The new group, with a fluid membership currently totaling 11, recently named itself Accelerating Health Technologies with Incentive Design, or AcceleratingHT. It includes most of the original crew along with some new people including contracts expert Susan Athey of Stanford’s business school, who was the first female winner of the Clark Medal, which is given to outstanding U.S. economists young than 40; Alex Tabarrok of George Mason University, who blogs at Marginal Revolution; and a London-based Bayesian statistician, Witold Wiecek.

“There are some big brains in the group but no egos—everyone is pitching in and doing whatever it takes,” Glennerster writes in an email. She’s married to Kremer and is chief economist at the Department for International Development, the U.K.’s ministry for international development cooperation.

The trick that Kremer and his colleagues used against pneumococcal disease was for funders to “pull” vaccines into the market by promising to buy them once they were developed, in addition to “pushing” vaccines into the market by financing their development. The problem with the push approach is that some companies will happily take the funders’ money even if they don’t have a prayer of developing a vaccine. The pull approach—which is another term for an advance market commitment—saves money because developers are paid only if they produce a useful product.

But AcceleratingHT’s plan for Covid-19 doesn’t rely entirely on the pull approach because pull has its own drawbacks. Vaccine developers may invest less than would be socially optimal out of fear that their research won’t succeed. Motivating the developers purely through pull might require an extremely high compensation per dose. So the economists recommend that funders pay a big portion of vaccine makers’ expenses up front—perhaps 85% on average—while requiring the companies to cover the rest so they have some skin in the game. So some push and some pull.

Kremer is concerned that international cooperation on vaccine development could be derailed by “vaccine nationalism,” with big countries funding research by domestic companies to serve the domestic market. China and the U.S. skipped the April 24 kickoff event for a World Health Organization initiative to raise $8 billion for coronavirus vaccines and therapeutics.

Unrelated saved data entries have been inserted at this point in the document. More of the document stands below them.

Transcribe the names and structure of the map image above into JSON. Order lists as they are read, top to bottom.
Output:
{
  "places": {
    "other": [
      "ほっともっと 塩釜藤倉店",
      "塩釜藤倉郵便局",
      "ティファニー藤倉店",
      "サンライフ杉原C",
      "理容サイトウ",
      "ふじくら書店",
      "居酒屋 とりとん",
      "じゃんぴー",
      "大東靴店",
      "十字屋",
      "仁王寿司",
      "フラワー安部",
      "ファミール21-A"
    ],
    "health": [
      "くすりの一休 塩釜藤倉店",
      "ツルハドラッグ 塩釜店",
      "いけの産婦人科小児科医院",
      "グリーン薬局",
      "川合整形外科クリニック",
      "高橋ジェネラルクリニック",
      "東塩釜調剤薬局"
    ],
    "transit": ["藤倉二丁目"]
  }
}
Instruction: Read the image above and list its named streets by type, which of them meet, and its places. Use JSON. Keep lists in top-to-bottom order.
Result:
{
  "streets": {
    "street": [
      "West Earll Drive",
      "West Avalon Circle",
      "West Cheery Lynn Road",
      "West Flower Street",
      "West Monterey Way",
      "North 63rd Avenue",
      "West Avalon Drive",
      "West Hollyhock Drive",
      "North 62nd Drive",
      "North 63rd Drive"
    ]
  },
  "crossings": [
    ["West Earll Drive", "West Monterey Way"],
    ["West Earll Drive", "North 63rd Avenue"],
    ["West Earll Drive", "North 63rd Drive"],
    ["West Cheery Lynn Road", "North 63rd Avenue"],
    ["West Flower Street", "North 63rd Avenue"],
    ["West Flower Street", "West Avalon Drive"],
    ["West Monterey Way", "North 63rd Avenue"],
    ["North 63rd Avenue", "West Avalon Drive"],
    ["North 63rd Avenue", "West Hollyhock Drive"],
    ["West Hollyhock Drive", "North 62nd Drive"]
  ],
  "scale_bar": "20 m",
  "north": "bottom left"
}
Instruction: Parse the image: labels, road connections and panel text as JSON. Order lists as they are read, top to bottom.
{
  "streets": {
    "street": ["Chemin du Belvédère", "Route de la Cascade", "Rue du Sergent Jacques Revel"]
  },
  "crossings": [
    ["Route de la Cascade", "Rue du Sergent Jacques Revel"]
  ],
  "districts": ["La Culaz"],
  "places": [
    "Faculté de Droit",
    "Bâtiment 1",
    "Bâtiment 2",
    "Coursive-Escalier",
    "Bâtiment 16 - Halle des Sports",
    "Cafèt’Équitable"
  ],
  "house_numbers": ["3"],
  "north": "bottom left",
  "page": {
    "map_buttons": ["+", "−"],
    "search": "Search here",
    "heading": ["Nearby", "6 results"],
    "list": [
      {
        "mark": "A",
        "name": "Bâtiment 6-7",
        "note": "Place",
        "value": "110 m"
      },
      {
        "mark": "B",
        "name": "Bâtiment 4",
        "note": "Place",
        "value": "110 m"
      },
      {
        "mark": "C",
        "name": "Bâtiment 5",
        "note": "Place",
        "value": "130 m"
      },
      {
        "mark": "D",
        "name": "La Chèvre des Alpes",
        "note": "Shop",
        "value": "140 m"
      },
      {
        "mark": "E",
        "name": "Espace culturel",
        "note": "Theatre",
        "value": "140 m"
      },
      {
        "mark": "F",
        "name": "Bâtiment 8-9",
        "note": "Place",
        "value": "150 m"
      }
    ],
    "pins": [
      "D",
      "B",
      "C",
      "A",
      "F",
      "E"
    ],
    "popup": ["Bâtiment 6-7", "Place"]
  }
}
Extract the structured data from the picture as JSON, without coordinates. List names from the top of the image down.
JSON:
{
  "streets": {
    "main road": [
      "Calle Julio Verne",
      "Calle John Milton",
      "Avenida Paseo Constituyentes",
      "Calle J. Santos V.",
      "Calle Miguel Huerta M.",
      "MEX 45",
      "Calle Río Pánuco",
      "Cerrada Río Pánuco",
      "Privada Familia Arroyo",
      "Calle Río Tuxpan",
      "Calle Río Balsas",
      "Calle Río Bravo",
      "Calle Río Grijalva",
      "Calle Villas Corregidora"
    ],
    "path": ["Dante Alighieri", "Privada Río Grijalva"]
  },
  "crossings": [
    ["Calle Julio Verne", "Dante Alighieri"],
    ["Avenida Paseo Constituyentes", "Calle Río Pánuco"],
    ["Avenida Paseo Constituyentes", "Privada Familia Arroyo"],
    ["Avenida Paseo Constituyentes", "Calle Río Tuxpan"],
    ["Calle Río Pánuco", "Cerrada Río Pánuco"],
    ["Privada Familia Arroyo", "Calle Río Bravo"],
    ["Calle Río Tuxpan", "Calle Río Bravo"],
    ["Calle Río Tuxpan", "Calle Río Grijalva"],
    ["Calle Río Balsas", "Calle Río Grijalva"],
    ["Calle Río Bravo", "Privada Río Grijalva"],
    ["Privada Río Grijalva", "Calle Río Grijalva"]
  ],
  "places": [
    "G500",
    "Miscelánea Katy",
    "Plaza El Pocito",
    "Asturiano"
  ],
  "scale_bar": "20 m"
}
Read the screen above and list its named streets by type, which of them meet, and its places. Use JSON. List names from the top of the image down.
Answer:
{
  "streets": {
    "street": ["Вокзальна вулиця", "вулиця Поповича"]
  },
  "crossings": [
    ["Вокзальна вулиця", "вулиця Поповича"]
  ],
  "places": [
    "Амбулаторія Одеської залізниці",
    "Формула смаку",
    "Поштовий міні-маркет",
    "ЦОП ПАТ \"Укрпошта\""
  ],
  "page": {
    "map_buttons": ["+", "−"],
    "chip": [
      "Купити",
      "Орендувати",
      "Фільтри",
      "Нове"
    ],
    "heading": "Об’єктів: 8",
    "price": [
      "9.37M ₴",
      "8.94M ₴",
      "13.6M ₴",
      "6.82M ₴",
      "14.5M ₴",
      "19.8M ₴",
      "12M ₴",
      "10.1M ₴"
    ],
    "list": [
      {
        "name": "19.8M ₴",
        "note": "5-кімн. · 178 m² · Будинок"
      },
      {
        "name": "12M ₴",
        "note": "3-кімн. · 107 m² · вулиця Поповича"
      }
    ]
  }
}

On the other hand, he says, big countries have an incentive to cooperate because they’ll want access to the first vaccine that’s developed, even if it’s from another country. A partial form of cooperation would be for countries to hedge their bets by chipping in for one another’s vaccine factory construction in return for a share of its eventual output, if any.

In an interview, Kremer says he supports the Trump administration’s Operation Warp Speed and other nations’ investments because, even if they aren’t ideal from the point of view of cooperation, they will likely get vaccines to market sooner, and that’s ultimately good for everyone. “If we all install a lot of capacity,” he says, “we all have more shots on goal.”